Weiser Martin R, Landmann Ron G, Kattan Michael W, Gonen Mithat, Shia Jinru, Chou Joanne, Paty Philip B, Guillem José G, Temple Larissa K, Schrag Deborah, Saltz Leonard B, Wong W Douglas
Department of Surgery, Memorial Sloan-Kettering Cancer Center, 1275 York Ave, New York, NY 10021, USA.
J Clin Oncol. 2008 Jan 20;26(3):380-5. doi: 10.1200/JCO.2007.14.1291.
Estimates of recurrence after curative colon cancer surgery are integral to patient care, forming the basis of cancer staging and treatment planning. The categoric staging system of the American Joint Committee on Cancer (AJCC) is commonly used to convey risk by grouping patients based on anatomic elements. Although easy to implement, there remains significant heterogeneity within each stage grouping. In the era of multimodality treatment, a more refined tool is needed to predict recurrence.
An institutional database of 1,320 patients with nonmetastatic colon cancer was used to develop a nomogram to estimate recurrence after curative surgery. Prognostic factors were assessed with multivariable analysis using Cox regression, whereas nonlinear continuous variables were modeled with cubic splines. The model was internally validated with bootstrapping, and performance was assessed by concordance index and a calibration curve.

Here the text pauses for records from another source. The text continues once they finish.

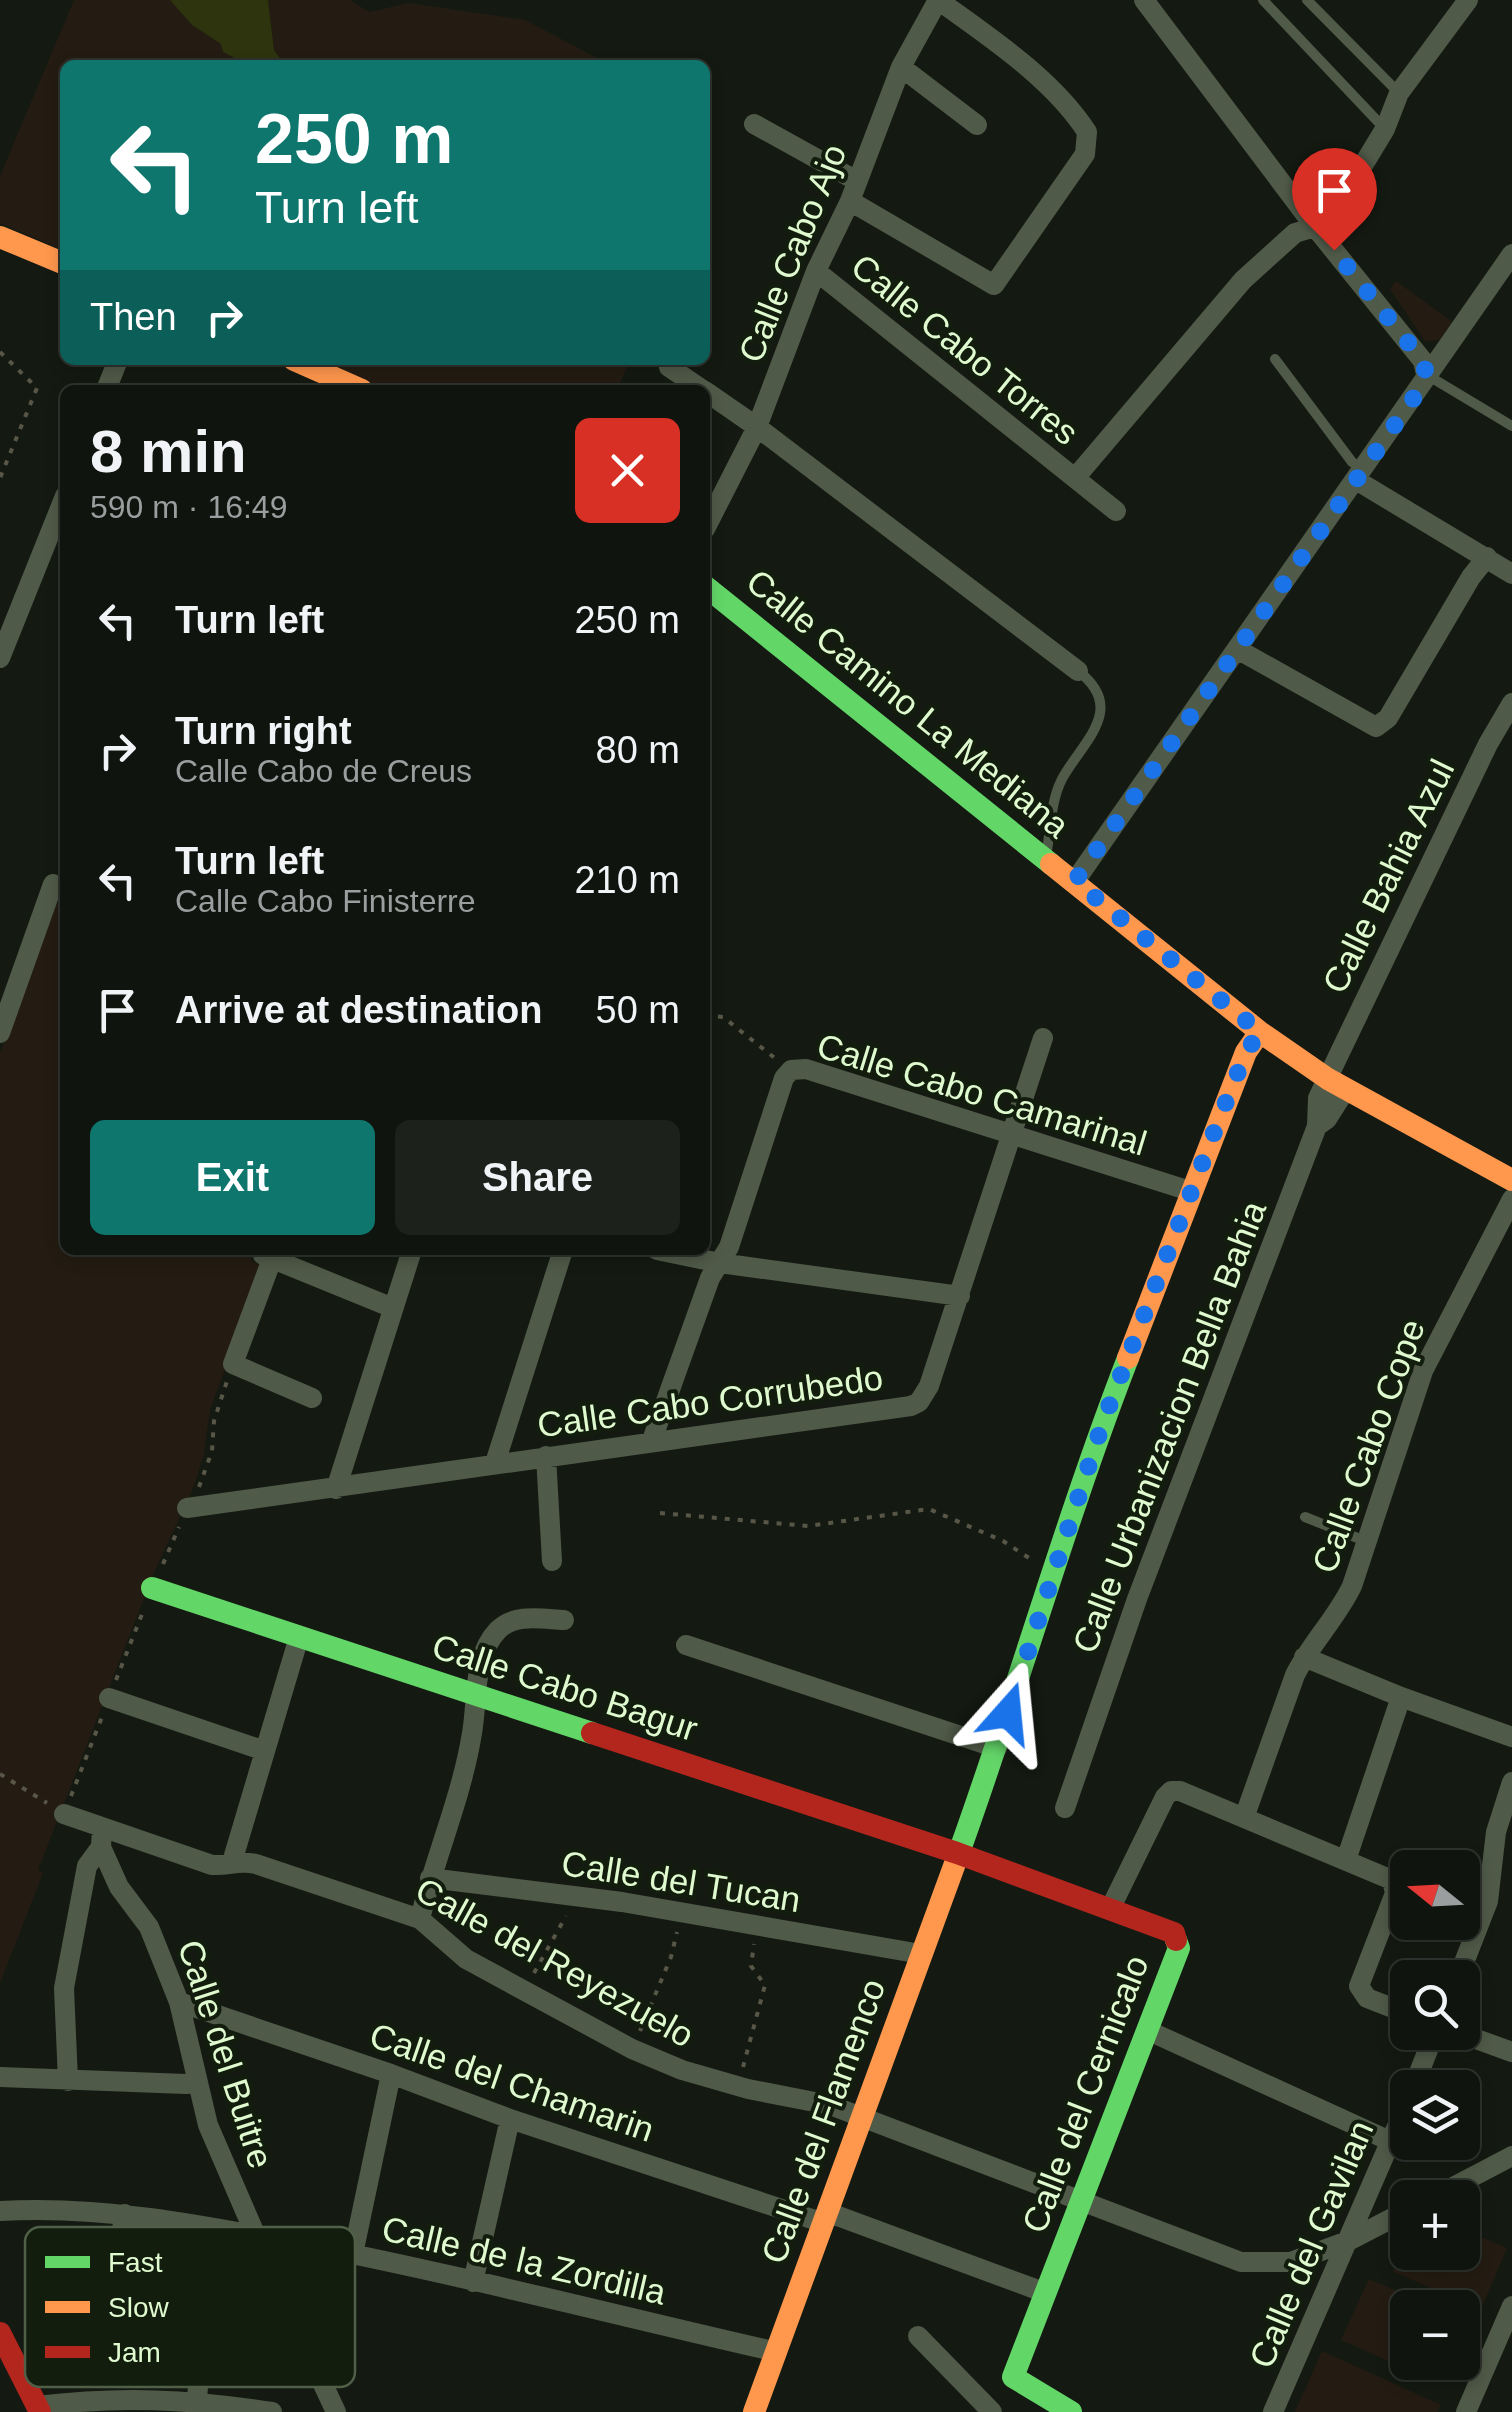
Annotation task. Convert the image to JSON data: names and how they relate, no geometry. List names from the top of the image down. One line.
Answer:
{"streets":{"street":["Calle Cabo Ajo","Calle Cabo Torres","Calle Camino La Mediana","Calle Bahia Azul","Calle Cabo Camarinal","Calle Cabo Corrubedo","Calle Urbanizacion Bella Bahia","Calle Cabo Cope","Calle Cabo Bagur","Calle del Tucan","Calle del Reyezuelo","Calle del Buitre","Calle del Chamarin","Calle del Cernicalo","Calle del Flamenco","Calle del Gavilan","Calle de la Zordilla"]},"crossings":[["Calle Cabo Ajo","Calle Cabo Torres"],["Calle Camino La Mediana","Calle Bahia Azul"],["Calle Camino La Mediana","Calle Urbanizacion Bella Bahia"],["Calle Camino La Mediana","Calle del Flamenco"],["Calle Bahia Azul","Calle Urbanizacion Bella Bahia"],["Calle Cabo Camarinal","Calle Cabo Corrubedo"],["Calle Cabo Camarinal","Calle del Flamenco"],["Calle Cabo Bagur","Calle del Cernicalo"],["Calle Cabo Bagur","Calle del Flamenco"],["Calle del Tucan","Calle del Flamenco"],["Calle del Reyezuelo","Calle del Buitre"],["Calle del Reyezuelo","Calle del Cernicalo"],["Calle del Reyezuelo","Calle del Flamenco"],["Calle del Reyezuelo","Calle del Gavilan"],["Calle del Buitre","Calle del Chamarin"],["Calle del Chamarin","Calle del Cernicalo"],["Calle del Chamarin","Calle del Flamenco"],["Calle del Cernicalo","Calle del Flamenco"],["Calle del Flamenco","Calle de la Zordilla"]],"legend":["Fast","Slow","Jam"],"north":"left","page":{"turn":["250 m","Turn left"],"then":"Then","heading":["8 min","590 m · 16:49"],"list":[{"name":"Turn left","value":"250 m"},{"name":"Turn right","note":"Calle Cabo de Creus","value":"80 m"},{"name":"Turn left","note":"Calle Cabo Finisterre","value":"210 m"},{"name":"Arrive at destination","value":"50 m"}],"buttons":["Exit","Share"],"map_buttons":["+","−"]}}
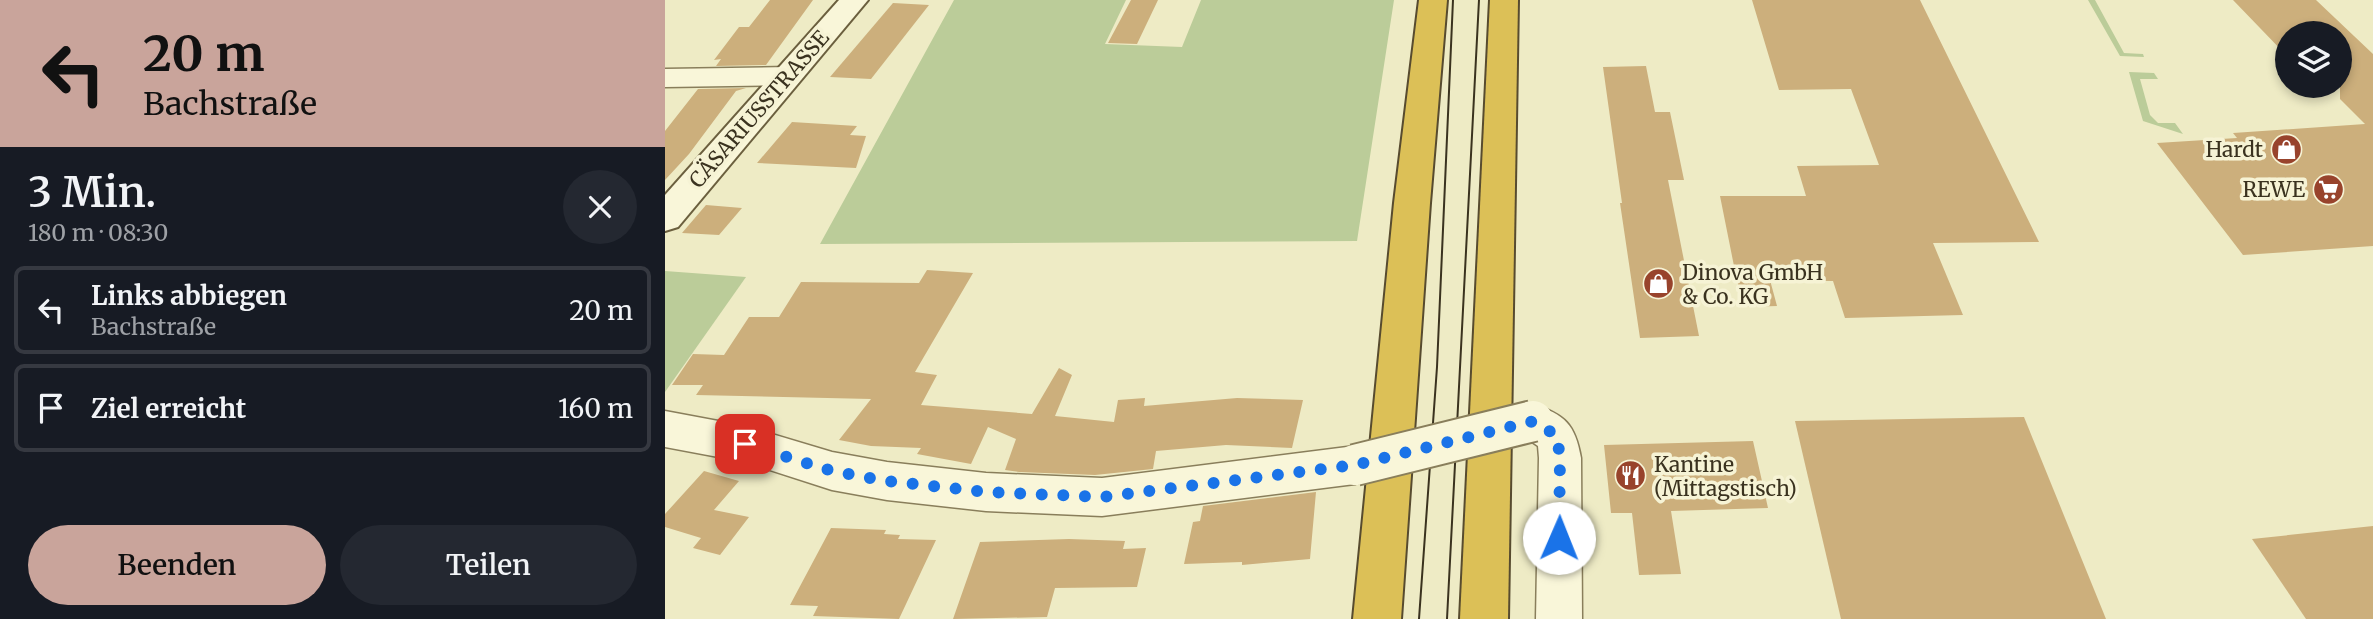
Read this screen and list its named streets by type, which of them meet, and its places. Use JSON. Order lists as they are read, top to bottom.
{
  "streets": {
    "main road": ["CÄSARIUSSTRASSE"]
  },
  "places": {
    "shop": ["Hardt", "Dinova GmbH & Co. KG"],
    "supermarket": ["REWE"],
    "restaurant": ["Kantine (Mittagstisch)"]
  },
  "page": {
    "turn": ["20 m", "Bachstraße"],
    "heading": ["3 Min.", "180 m · 08:30"],
    "list": [
      {
        "name": "Links abbiegen",
        "note": "Bachstraße",
        "value": "20 m"
      },
      {
        "name": "Ziel erreicht",
        "value": "160 m"
      }
    ],
    "buttons": ["Beenden", "Teilen"]
  }
}
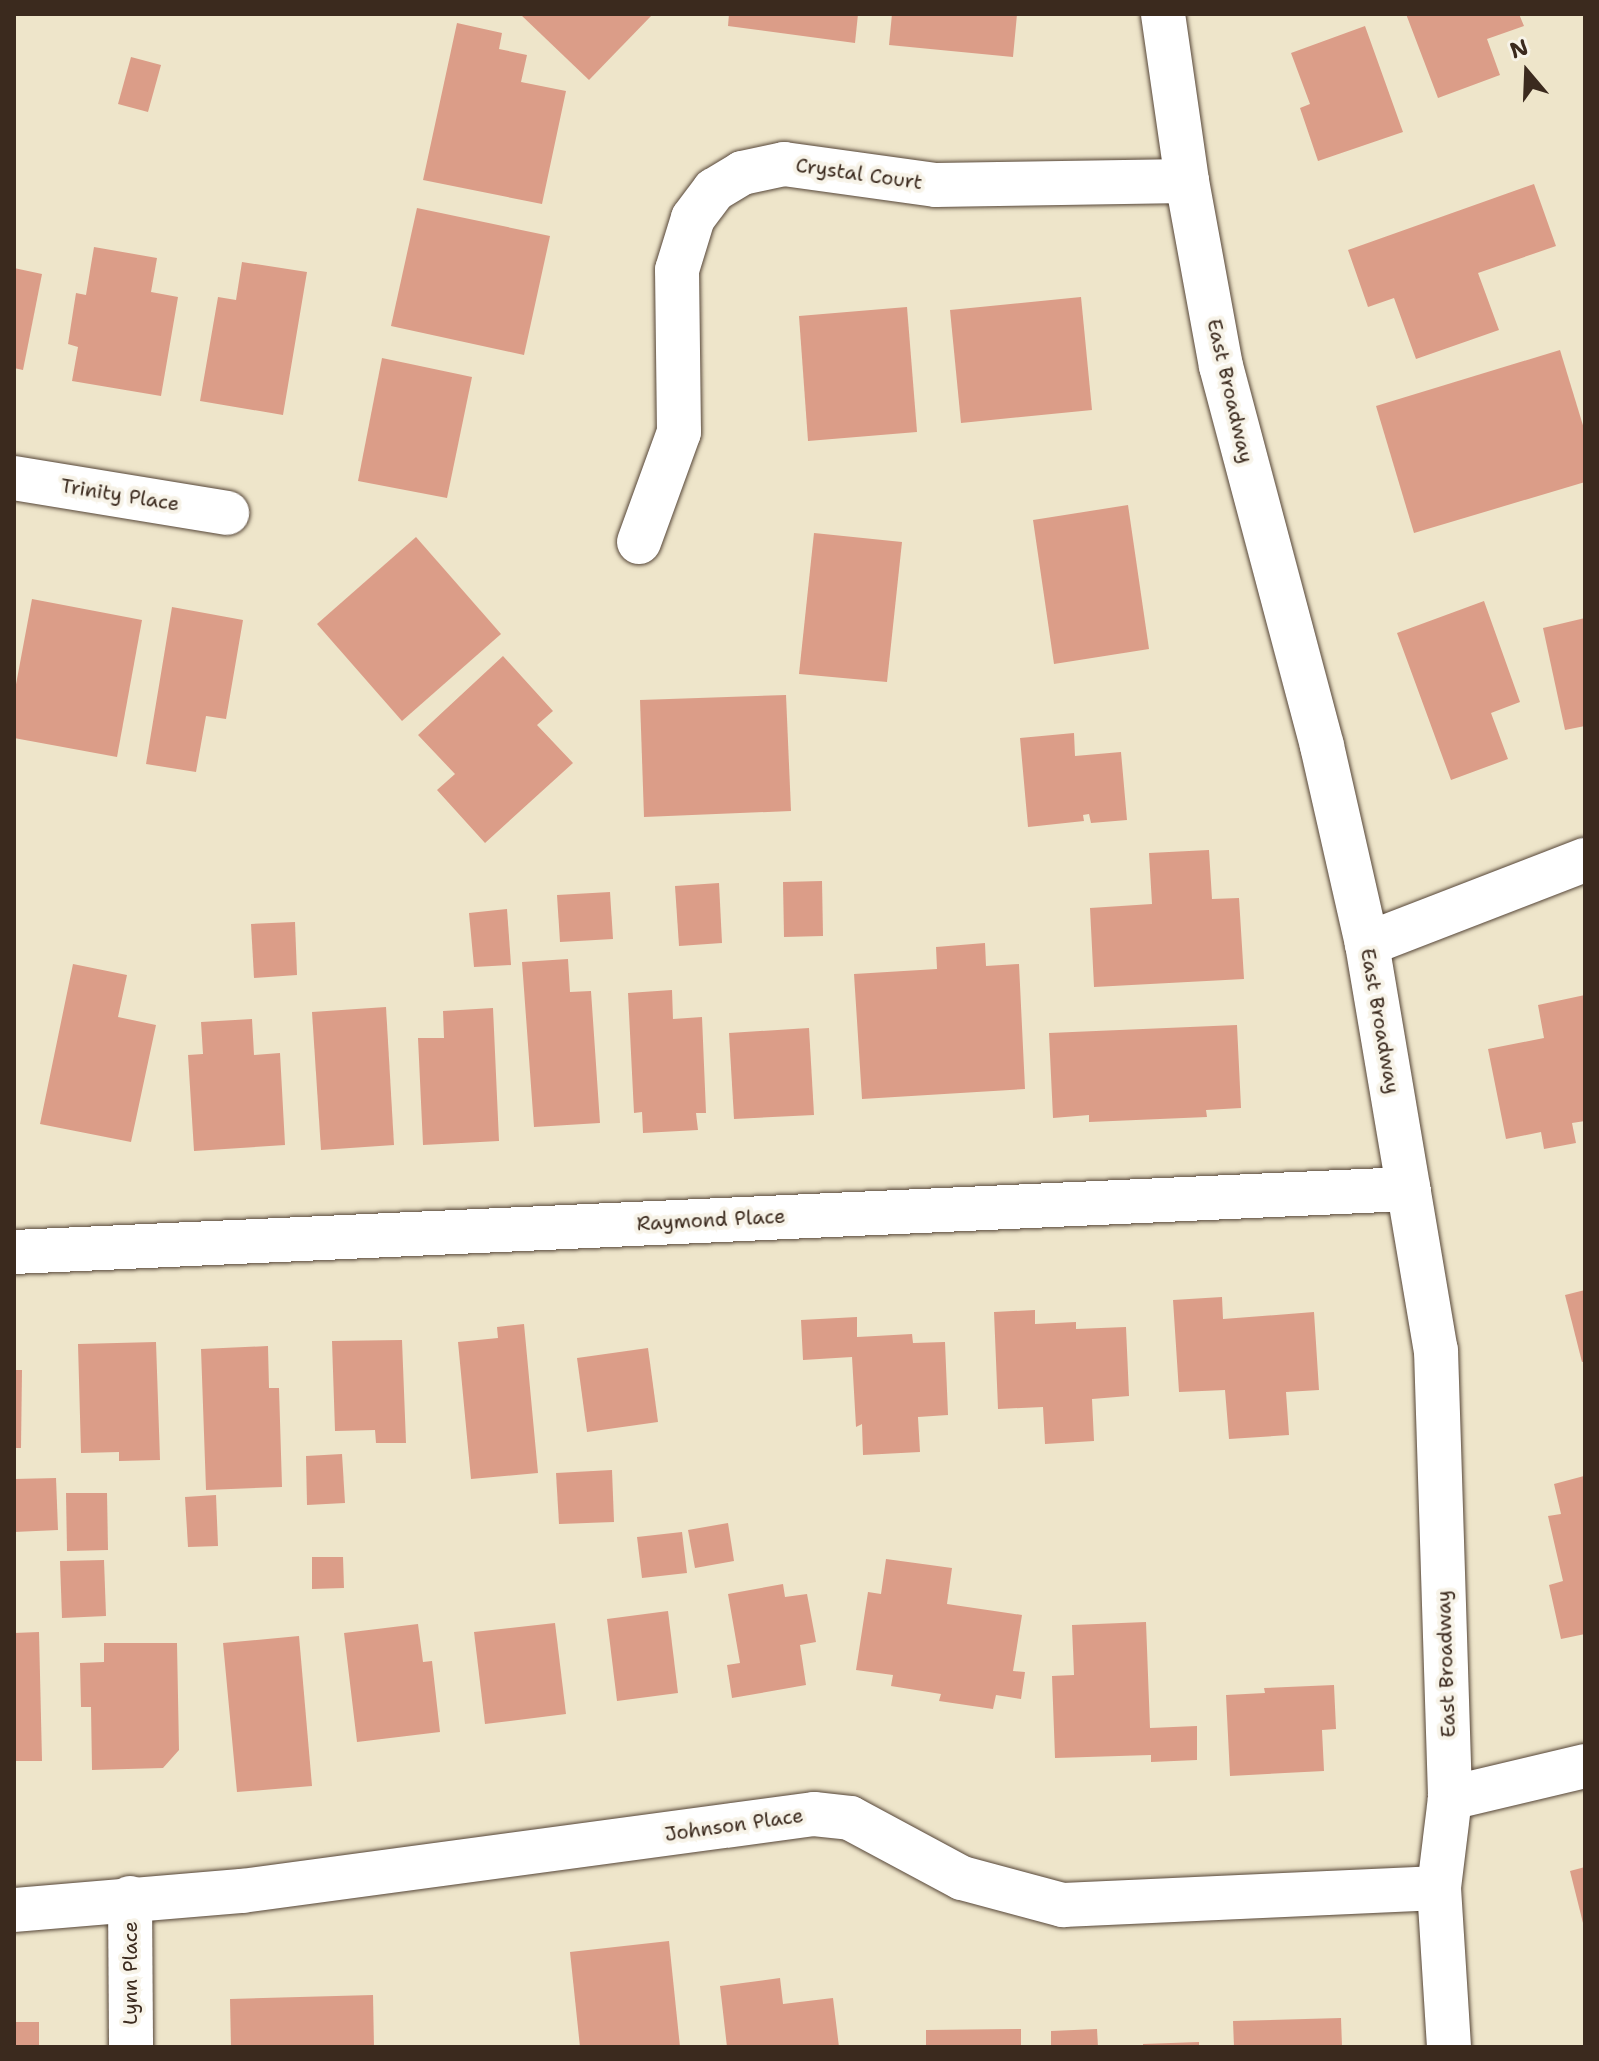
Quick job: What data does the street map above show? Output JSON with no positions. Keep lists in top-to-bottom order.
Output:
{
  "streets": {
    "street": [
      "Crystal Court",
      "East Broadway",
      "Trinity Place",
      "Raymond Place",
      "Johnson Place",
      "Lynn Place"
    ]
  },
  "crossings": [
    ["Crystal Court", "East Broadway"],
    ["East Broadway", "Raymond Place"],
    ["East Broadway", "Johnson Place"],
    ["Johnson Place", "Lynn Place"]
  ],
  "north": "top"
}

The colon cancer recurrence nomogram predicted relapse with a concordance index of 0.77, improving on the stratification provided by either the AJCC fifth or sixth staging scheme. Factors in the model included patient age, tumor location, preoperative carcinoembryonic antigen, T stage, numbers of positive and negative lymph nodes, lymphovascular invasion, perineural invasion, and use of postoperative chemotherapy.
Using common clinicopathologic factors, the recurrence nomogram is better able to account for tumor and patient heterogeneity, thereby providing a more individualized outcome prognostication than that afforded by the AJCC categoric system. By identifying both the high- and low-risk patients within any particular stage, the nomogram is expected to aid in treatment planning and future trial design.
根治性结肠癌手术后复发的评估是患者护理的重要组成部分,是癌症分期和治疗计划的基础。美国癌症联合委员会(AJCC)的分类分期系统通常用于通过根据解剖学因素对患者进行分组来传达风险。尽管易于实施,但每个分期组内仍存在显著的异质性。在多模式治疗时代,需要一种更精细的工具来预测复发。
使用一个包含1320例非转移性结肠癌患者的机构数据库来开发一个列线图,以估计根治性手术后的复发情况。使用Cox回归进行多变量分析评估预后因素,而非线性连续变量则用三次样条进行建模。该模型通过自展法进行内部验证,并通过一致性指数和校准曲线评估性能。
结肠癌复发列线图预测复发的一致性指数为0.77,优于AJCC第五版或第六版分期方案提供的分层。模型中的因素包括患者年龄、肿瘤位置、术前癌胚抗原、T分期、阳性和阴性淋巴结数量、淋巴管侵犯、神经周围侵犯以及术后化疗的使用。
利用常见的临床病理因素,复发列线图能够更好地解释肿瘤和患者的异质性,从而提供比AJCC分类系统更个性化的预后预测。通过识别任何特定阶段内的高风险和低风险患者,列线图有望有助于治疗计划和未来试验设计。